=== Required action ===
Go through the material and pull out every line with the string "center" in it.

=== Dataset ===
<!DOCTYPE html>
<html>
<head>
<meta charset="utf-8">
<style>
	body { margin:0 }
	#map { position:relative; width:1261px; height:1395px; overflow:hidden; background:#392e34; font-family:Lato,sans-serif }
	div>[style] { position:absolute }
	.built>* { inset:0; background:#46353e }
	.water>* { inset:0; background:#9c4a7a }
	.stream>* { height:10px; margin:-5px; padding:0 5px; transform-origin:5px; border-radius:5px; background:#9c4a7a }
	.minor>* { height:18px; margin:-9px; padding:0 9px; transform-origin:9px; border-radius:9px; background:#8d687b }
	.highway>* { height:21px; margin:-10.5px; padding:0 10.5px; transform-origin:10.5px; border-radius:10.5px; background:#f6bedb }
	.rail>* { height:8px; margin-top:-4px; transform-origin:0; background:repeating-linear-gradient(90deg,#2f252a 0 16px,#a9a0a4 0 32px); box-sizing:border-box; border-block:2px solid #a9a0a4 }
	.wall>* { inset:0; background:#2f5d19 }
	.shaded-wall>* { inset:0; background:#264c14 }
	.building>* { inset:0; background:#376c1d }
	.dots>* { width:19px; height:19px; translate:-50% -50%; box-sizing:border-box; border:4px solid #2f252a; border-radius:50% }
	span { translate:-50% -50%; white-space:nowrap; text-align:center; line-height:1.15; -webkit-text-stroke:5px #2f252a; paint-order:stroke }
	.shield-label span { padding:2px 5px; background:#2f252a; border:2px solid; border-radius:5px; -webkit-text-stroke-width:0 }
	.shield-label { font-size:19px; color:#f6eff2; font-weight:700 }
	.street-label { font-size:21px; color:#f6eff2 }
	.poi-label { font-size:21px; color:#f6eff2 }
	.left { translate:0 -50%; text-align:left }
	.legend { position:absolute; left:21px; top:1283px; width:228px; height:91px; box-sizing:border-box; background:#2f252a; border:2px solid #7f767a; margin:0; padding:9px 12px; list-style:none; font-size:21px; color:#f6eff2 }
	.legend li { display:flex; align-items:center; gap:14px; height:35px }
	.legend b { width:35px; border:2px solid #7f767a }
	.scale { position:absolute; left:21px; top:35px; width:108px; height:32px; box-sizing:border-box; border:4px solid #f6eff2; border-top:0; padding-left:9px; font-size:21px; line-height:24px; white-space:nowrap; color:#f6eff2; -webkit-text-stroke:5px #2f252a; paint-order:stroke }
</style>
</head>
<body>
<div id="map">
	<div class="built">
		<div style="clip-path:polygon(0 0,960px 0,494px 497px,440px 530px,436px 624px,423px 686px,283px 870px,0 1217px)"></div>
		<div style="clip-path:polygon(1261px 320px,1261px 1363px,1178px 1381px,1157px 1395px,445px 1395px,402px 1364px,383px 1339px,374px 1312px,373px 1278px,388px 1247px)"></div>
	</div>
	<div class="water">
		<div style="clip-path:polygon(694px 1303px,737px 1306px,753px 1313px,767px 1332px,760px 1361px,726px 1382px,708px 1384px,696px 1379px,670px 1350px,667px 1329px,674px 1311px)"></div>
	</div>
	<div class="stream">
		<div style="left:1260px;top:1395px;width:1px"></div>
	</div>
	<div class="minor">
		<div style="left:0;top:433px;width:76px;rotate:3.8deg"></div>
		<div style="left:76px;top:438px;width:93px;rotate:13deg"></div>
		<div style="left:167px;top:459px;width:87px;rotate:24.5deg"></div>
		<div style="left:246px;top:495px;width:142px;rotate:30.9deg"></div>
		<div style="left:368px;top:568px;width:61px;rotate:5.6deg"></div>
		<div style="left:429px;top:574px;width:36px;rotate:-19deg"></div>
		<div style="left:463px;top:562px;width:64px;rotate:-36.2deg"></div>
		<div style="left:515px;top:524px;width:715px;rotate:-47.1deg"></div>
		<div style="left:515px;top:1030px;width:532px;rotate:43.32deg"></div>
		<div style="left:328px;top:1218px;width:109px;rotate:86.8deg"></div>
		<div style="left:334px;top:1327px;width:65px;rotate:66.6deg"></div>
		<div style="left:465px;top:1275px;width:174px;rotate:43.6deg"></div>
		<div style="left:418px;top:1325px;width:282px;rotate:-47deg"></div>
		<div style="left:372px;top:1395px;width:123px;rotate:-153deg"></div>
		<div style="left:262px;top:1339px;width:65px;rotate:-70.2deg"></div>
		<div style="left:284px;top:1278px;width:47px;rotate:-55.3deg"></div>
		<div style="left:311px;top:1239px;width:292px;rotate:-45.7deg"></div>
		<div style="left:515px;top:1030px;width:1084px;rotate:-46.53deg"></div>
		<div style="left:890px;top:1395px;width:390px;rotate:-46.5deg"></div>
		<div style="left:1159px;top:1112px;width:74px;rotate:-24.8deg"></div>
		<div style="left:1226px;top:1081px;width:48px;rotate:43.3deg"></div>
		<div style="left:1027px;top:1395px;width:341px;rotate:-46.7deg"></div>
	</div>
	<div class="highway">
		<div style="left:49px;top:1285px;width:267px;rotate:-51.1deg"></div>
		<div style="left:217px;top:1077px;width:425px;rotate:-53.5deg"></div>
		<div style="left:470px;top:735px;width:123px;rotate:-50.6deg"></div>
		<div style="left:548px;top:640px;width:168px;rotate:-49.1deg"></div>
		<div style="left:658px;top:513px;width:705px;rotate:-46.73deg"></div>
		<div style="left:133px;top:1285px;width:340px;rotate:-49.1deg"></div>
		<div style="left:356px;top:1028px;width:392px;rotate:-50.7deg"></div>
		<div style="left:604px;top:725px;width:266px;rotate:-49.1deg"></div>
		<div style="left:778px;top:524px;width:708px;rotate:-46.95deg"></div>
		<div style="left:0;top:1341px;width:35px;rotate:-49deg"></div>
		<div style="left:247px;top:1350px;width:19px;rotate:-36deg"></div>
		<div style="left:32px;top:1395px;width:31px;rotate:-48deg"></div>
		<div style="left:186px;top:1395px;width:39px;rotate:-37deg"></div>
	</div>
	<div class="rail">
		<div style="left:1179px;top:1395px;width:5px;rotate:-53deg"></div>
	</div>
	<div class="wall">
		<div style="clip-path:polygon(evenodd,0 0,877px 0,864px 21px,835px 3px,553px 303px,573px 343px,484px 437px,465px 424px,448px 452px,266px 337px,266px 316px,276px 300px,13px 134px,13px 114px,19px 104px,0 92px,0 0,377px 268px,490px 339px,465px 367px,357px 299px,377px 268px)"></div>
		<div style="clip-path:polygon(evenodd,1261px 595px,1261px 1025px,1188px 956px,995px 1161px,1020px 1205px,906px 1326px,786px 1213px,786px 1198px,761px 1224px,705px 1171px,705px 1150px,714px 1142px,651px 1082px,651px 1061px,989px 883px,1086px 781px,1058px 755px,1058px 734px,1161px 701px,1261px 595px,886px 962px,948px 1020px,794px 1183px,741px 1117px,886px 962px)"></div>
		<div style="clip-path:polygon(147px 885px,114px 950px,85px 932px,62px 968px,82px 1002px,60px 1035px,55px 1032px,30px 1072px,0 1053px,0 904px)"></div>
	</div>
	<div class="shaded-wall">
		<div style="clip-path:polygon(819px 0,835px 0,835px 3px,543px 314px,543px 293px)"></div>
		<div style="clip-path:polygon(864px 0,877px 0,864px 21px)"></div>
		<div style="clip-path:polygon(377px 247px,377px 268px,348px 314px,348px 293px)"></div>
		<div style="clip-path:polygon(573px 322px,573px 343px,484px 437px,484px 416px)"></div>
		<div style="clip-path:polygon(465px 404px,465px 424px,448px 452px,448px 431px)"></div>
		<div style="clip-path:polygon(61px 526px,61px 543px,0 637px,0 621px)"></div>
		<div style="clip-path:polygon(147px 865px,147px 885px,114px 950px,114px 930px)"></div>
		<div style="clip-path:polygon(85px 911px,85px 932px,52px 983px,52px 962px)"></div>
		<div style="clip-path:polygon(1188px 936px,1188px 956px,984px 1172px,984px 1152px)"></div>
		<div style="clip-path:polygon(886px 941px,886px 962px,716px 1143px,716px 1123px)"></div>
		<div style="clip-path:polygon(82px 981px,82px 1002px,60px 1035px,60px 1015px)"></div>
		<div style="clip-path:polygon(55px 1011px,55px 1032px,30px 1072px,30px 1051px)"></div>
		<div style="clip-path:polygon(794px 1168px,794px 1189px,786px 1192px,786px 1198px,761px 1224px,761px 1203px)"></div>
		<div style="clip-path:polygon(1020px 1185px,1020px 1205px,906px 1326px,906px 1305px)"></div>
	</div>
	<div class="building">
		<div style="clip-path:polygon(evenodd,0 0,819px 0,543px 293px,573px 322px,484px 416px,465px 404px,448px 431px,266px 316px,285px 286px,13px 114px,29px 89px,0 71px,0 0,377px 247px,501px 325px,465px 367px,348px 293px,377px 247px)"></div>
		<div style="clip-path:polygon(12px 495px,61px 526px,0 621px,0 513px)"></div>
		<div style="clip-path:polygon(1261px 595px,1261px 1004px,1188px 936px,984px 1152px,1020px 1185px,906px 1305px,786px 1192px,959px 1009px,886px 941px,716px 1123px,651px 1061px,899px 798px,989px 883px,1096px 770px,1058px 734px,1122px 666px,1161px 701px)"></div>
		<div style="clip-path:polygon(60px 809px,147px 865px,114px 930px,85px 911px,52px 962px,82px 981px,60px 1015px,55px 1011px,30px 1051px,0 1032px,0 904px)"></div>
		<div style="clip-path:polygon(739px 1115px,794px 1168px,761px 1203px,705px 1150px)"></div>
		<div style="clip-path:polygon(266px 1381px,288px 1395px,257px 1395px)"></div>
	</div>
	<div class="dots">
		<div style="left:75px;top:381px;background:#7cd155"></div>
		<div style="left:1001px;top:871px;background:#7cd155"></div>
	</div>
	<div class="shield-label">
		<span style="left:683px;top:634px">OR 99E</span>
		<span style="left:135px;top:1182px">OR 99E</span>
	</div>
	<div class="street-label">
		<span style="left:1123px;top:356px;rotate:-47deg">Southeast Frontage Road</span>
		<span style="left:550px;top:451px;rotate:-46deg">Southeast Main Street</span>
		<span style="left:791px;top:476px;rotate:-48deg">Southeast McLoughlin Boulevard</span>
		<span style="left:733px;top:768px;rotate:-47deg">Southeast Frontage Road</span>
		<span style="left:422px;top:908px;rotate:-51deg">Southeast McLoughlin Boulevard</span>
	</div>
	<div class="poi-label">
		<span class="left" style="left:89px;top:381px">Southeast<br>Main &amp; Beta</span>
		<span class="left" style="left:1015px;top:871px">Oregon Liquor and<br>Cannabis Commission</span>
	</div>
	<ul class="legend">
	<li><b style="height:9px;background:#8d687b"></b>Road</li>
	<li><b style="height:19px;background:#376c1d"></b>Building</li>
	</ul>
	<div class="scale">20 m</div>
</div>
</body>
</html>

=== Answer to this problem ===
	span { translate:-50% -50%; white-space:nowrap; text-align:center; line-height:1.15; -webkit-text-stroke:5px #2f252a; paint-order:stroke }
	.legend li { display:flex; align-items:center; gap:14px; height:35px }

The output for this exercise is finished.